È la più grande cattedrale nel deserto del mondo. È grande sei volte New York, ma sul numero degli abitanti di Naypidaw non ci sono dati chiari, chi ci è stato concorda sul fatto che siano molti meno del milione dichiarato dal regime birmano, quello che, in un’atmosfera di l’acquiescenza abbastanza strana (nel silenzio della premio nobel per la pace Aung San Suu Kyi, e non solo) ha perseguitato per mesi la minoranza musulmana Rohynga.

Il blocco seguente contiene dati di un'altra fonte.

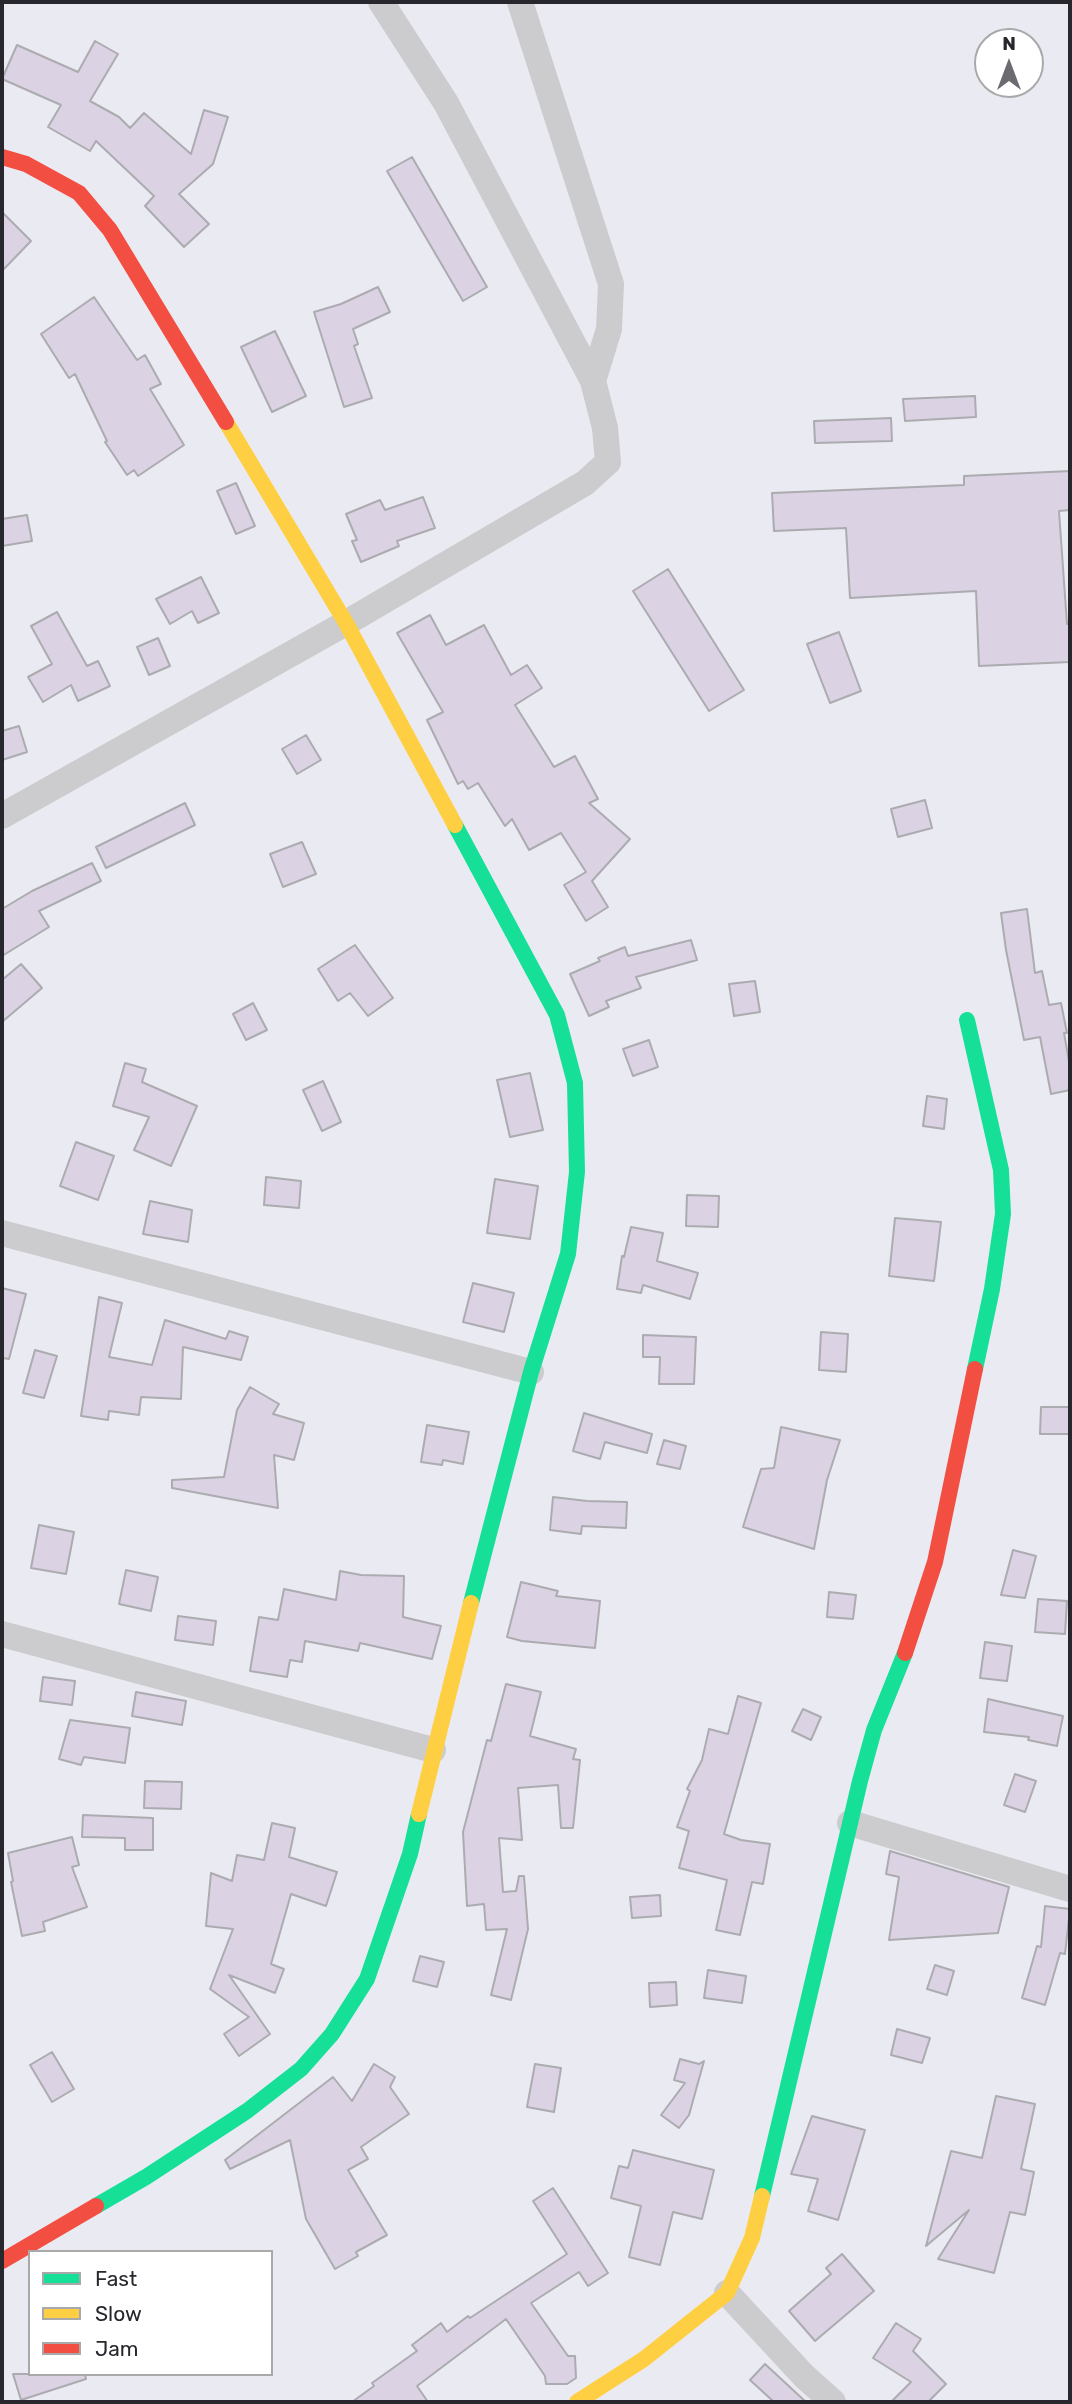 <!DOCTYPE html>
<style>
body{margin:0}
#map{position:relative;width:1072px;height:2404px;overflow:hidden;background:#eaebf2;font-family:Rubik,sans-serif}
canvas{display:block}
.frame{position:absolute;inset:0;border:4px solid #27272d;pointer-events:none}
.legend{position:absolute;left:28px;top:2250px;width:245px;height:126px;box-sizing:border-box;background:#fff;border:2px solid #a9a9ab;margin:0;padding:9px 12px;list-style:none;font-size:21px;color:#27272d}
.legend li{display:flex;align-items:center;gap:14px;height:35px}
.legend b{width:35px;border:2px solid #a9a9ab}
.north{position:absolute;left:974px;top:28px;width:70px;height:70px;box-sizing:border-box;background:#fff;border:2px solid #a9a9ab;border-radius:50%;rotate:0deg;font-size:19px;font-weight:700;line-height:28px;text-align:center;color:#27272d}
.north::after{content:'';display:block;margin:auto;width:24px;height:32px;background:#6b6c72;clip-path:polygon(50% 0,100% 100%,50% 72%,0 100%)}
</style>
<div id="map">
<canvas width="1072" height="2404"></canvas>
<div class="frame"></div>
<ul class="legend">
<li><b style="height:9px;background:#16e098"></b>Fast</li>
<li><b style="height:9px;background:#ffcf43"></b>Slow</li>
<li><b style="height:9px;background:#f24e42"></b>Jam</li>
</ul>
<div class="north">N</div>
</div>
<script>
const g = document.querySelector('canvas').getContext('2d');
g.lineJoin = 'round';
function paint(path, color) {
  g.fillStyle = color;
  g.fill(path, 'evenodd');
}
function trace(path, color, width, dash) {
  g.strokeStyle = color;
  g.lineWidth = width;
  g.lineCap = dash ? 'butt' : 'round';
  g.setLineDash(dash || []);
  g.stroke(path);
}
const building = new Path2D(`
 M95 41 118 54 90 101 119 117 130 128 144 113 191 154 204 110 228 117 213 164 179 194 209 224 184 247 145 206 154 196 96 141 90 151 48 127 61 105 2 79 17 45 78 72Z
 M412 157 487 287 463 301 387 171Z
 M2 212 31 241 2 271Z
 M378 287 390 312 353 329 358 344 354 346 372 398 344 407 314 312 341 304Z
 M94 297 137 360 145 355 161 384 150 389 184 445 138 476 134 470 127 475 105 442 107 441 75 374 69 378 41 334Z
 M275 331 306 396 272 412 241 347Z
 M975 396 976 417 905 421 903 399Z
 M891 418 892 441 815 443 814 421Z
 M1070 471V510L1059 511 1067 624 1070 623V662L979 666 976 591 850 598 846 528 774 531 772 493 964 485V476Z
 M236 483 255 526 236 534 217 491Z
 M423 497 435 528 397 541 399 546 361 562 352 541 357 540 346 514 380 500 385 510Z
 M27 515 32 541 2 546V519Z
 M668 569 744 690 709 711 633 591Z
 M201 577 219 613 198 623 192 611 170 624 156 599Z
 M57 612 87 666 98 661 110 686 78 701 71 685 43 702 28 677 52 664 31 626Z
 M430 615 446 645 484 625 511 675 527 665 542 688 515 705 554 767 575 756 598 799 589 803 630 839 592 881 608 907 586 921 564 885 586 872 561 833 529 850 512 819 505 826 478 783 468 789 463 781 458 784 427 720 443 712 397 633Z
 M839 632 861 691 830 703 807 644Z
 M158 638 170 666 149 675 137 647Z
 M19 726 27 752 2 760V731Z
 M306 735 321 760 297 774 282 749Z
 M925 800 932 828 898 837 891 809Z
 M185 803 195 825 106 868 96 847Z
 M302 842 316 874 283 887 270 854Z
 M92 863 101 881 39 911 49 927 2 956V909L32 891Z
 M1027 909 1035 973 1042 971 1049 1005 1061 1003 1067 1033H1064L1070 1067V1090L1051 1094 1040 1037 1024 1040 1006 950 1001 913Z
 M691 940 697 960 636 977 641 988 606 1001 609 1007 589 1016 570 974 600 961 598 958 625 947 628 956Z
 M355 945 393 998 368 1016 350 993 338 1001 318 969Z
 M21 964 42 988 2 1022V980Z
 M755 981 760 1012 734 1016 729 984Z
 M253 1003 267 1030 246 1040 233 1014Z
 M649 1040 658 1067 633 1076 623 1049Z
 M125 1063 146 1069 142 1082 197 1106 171 1166 134 1150 149 1117 113 1106Z
 M530 1073 543 1130 510 1137 497 1080Z
 M323 1081 341 1122 322 1131 303 1090Z
 M927 1096 947 1099 944 1129 923 1126Z
 M76 1142 114 1156 98 1200 60 1186Z
 M266 1177 301 1181 299 1208 264 1205Z
 M495 1179 538 1186 530 1239 487 1233Z
 M687 1195 719 1196 718 1227 686 1226Z
 M150 1201 192 1210 188 1242 143 1234Z
 M895 1218 941 1222 934 1281 889 1276Z
 M631 1227 663 1233 657 1261 698 1273 690 1299 643 1285 641 1293 617 1289 622 1256 624 1257Z
 M473 1283 514 1293 504 1332 463 1322Z
 M2 1288 26 1294 9 1359 2 1358Z
 M99 1297 122 1303 109 1357 152 1365 165 1320 226 1339 229 1331 248 1337 241 1360 183 1347 181 1399 141 1397 139 1415 109 1411 108 1420 81 1416Z
 M821 1332 848 1334 846 1372 819 1370Z
 M643 1335 696 1337 694 1384H659L660 1357H643Z
 M35 1350 57 1356 44 1398 23 1393Z
 M250 1387 279 1404 273 1414 304 1423 294 1460 274 1455 278 1508 172 1488V1480L224 1477 237 1410Z
 M1041 1407H1070L1069 1434H1040Z
 M584 1413 652 1434 647 1453 605 1442 600 1459 573 1451Z
 M427 1425 469 1432 463 1464 443 1460 442 1465 421 1462Z
 M781 1427 840 1440 827 1480 814 1549 743 1527 761 1469 774 1468Z
 M664 1440 686 1446 680 1469 657 1464Z
 M553 1497 587 1501 627 1502 626 1528 582 1526 581 1534 550 1530Z
 M39 1525 74 1532 66 1574 31 1568Z
 M1013 1550 1036 1556 1025 1598 1001 1595Z
 M126 1570 158 1577 151 1611 119 1604Z
 M340 1571 361 1575 404 1576 403 1617 441 1626 432 1659 360 1643 358 1651 305 1641 302 1662 290 1660 287 1677 250 1671 259 1617 278 1620 284 1589 336 1600Z
 M521 1582 558 1591 556 1596 600 1601 595 1648 522 1641 507 1637Z
 M829 1592 856 1595 853 1619 827 1617Z
 M1038 1599 1067 1601 1065 1634 1035 1632Z
 M178 1616 216 1621 213 1645 175 1640Z
 M985 1642 1012 1646 1007 1681 980 1678Z
 M43 1677 75 1681 72 1705 40 1701Z
 M506 1684 541 1692 530 1736 576 1749 573 1759 580 1760 573 1828H561L558 1785 518 1788 522 1840 499 1838 503 1892 516 1891 519 1876H524L528 1929 511 2000 491 1995 507 1929 486 1930 484 1904 467 1906 463 1832 487 1740 491 1741Z
 M136 1692 186 1701 182 1725 132 1716Z
 M738 1696 761 1703 724 1834 741 1840 770 1844 763 1884 752 1882 740 1935 716 1930 727 1880 679 1868 689 1831 677 1827 690 1791 687 1789 702 1760 709 1729 728 1734Z
 M988 1699 1063 1716 1057 1746 1028 1740 1029 1737 984 1732Z
 M803 1709 821 1717 811 1740 792 1731Z
 M70 1720 130 1728 125 1763 84 1757 81 1765 59 1759Z
 M1015 1774 1036 1781 1025 1812 1004 1805Z
 M145 1781 182 1782 181 1809 144 1808Z
 M83 1815 153 1818V1850H125V1838L82 1837Z
 M272 1823 295 1828 289 1857 337 1872 326 1906 291 1894 271 1964 284 1969 275 1993 229 1975 270 2034 239 2056 224 2034 249 2017 210 1989 233 1929 206 1926 211 1873 232 1881 237 1855 264 1860Z
 M72 1837 79 1865 72 1867 87 1907 43 1922 45 1931 22 1936 11 1882 13 1881 8 1853Z
 M890 1851 1009 1887 998 1933 889 1940 899 1877 886 1874Z
 M660 1895 661 1916 632 1918 630 1897Z
 M1045 1906 1070 1909 1065 1954 1060 1953 1045 2005 1022 1998 1037 1946 1041 1947Z
 M420 1956 444 1962 437 1987 413 1981Z
 M935 1965 954 1971 947 1995 927 1989Z
 M708 1970 746 1976 742 2003 704 1998Z
 M676 1982 677 2005 650 2007 649 1983Z
 M897 2029 930 2038 922 2063 891 2055Z
 M52 2052 74 2089 52 2102 30 2065Z
 M680 2059 699 2064 704 2061 689 2115 679 2128 661 2115 685 2083 674 2080Z
 M374 2064 395 2077 390 2087 409 2114 361 2147 368 2159 348 2170 387 2235 356 2252 358 2256 335 2269 306 2219 290 2140 230 2169 225 2160 333 2077 352 2101Z
 M535 2064 561 2068 554 2112 527 2107Z
 M996 2096 1035 2104 1021 2169 1034 2172 1025 2215 1010 2212 994 2273 938 2259 969 2210 926 2246 951 2151 982 2158Z
 M812 2116 865 2130 838 2220 808 2211 818 2179 791 2174Z
 M633 2150 714 2170 702 2219 673 2212 660 2265 629 2257 641 2206 611 2198 619 2166 628 2168Z
 M553 2188 608 2273 588 2286 579 2272 531 2303 568 2356H575L576 2378 567 2384H546L545 2376 506 2319 417 2386 428 2402H352L374 2386 372 2383 417 2351 412 2345 441 2323 447 2332 468 2316 470 2318 567 2254 533 2201Z
 M842 2254 874 2291 815 2341 789 2311 831 2274 826 2268Z
 M896 2323 921 2339 913 2351 946 2384 928 2402H891L911 2382 873 2358Z
 M765 2364 806 2402H774L750 2380Z
 M13 2374H85L86 2379 21 2400Z`);
paint(building, '#dbd2e4');
trace(building, '#acabb0', 2);
trace(new Path2D(`
 M520 2 611 284 609 329 593 381
 M2 816 346 623 585 483 608 462 605 428 593 381 446 103 381 2
 M2 1233 531 1372
 M2 1634 433 1750
 M850 1823 1070 1889
 M727 2293 804 2376 833 2402`), '#ccccce', 26);
trace(new Path2D(`
 M455 825 557 1015 575 1083 577 1172 568 1254 531 1372 471 1603
 M967 1020 1001 1170 1003 1214 992 1289 975 1369
 M762 2196 860 1781 874 1730 905 1653
 M96 2206 146 2177 247 2111 301 2069 332 2034 367 1979 410 1854 419 1814`), '#16e098', 16);
trace(new Path2D(`
 M226 422 346 623 455 825
 M419 1814 471 1603
 M577 2402 644 2359 727 2293 752 2238 762 2196`), '#ffcf43', 16);
trace(new Path2D(`
 M2 157 26 164 79 193 110 230 226 422
 M905 1653 935 1562 975 1369
 M2 2261 96 2206`), '#f24e42', 16);
</script>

Naypidaw (che in birmano significa “La sede dei re”) è stata costruita in base a un decisione improvvisa, e non chiaramente motivata, del regime militare al potere dal 1962. Dalle 6, 37 del 6 novembre 2005 (data e ora decise dagli astrologi del regime) è la capitale del Myammar (ex Birmania) al posto di Yangon. Si trova al centro di una zona isolata del paese. Per anni è stata off limits per gli stranieri. Adesso è liberamente visitabile, anche se a quanto pare non ci va mai quasi nessuno. I voli interni per la capitale sono spesso quasi vuoti.
C’è la pagoda Uppatasanti Paya, replica della Shwedagon Paya di Yangon, il luogo più sacro per i buddisti birmani. È alta un metro in meno dell’originale. E si staglia in una sotra di città fantasma. Circondata e attraversata da strada da otto a venti corsie (si dice siano state costruite così larghe per servire da aeroporti improvvisati in caso di attacco al regime). Non c’è conferma ma pare che sotto la città sia presente un sistema di passaggi sotterranei commissionato ad esperti della Corea del Nord. Le strade sono pulitissime.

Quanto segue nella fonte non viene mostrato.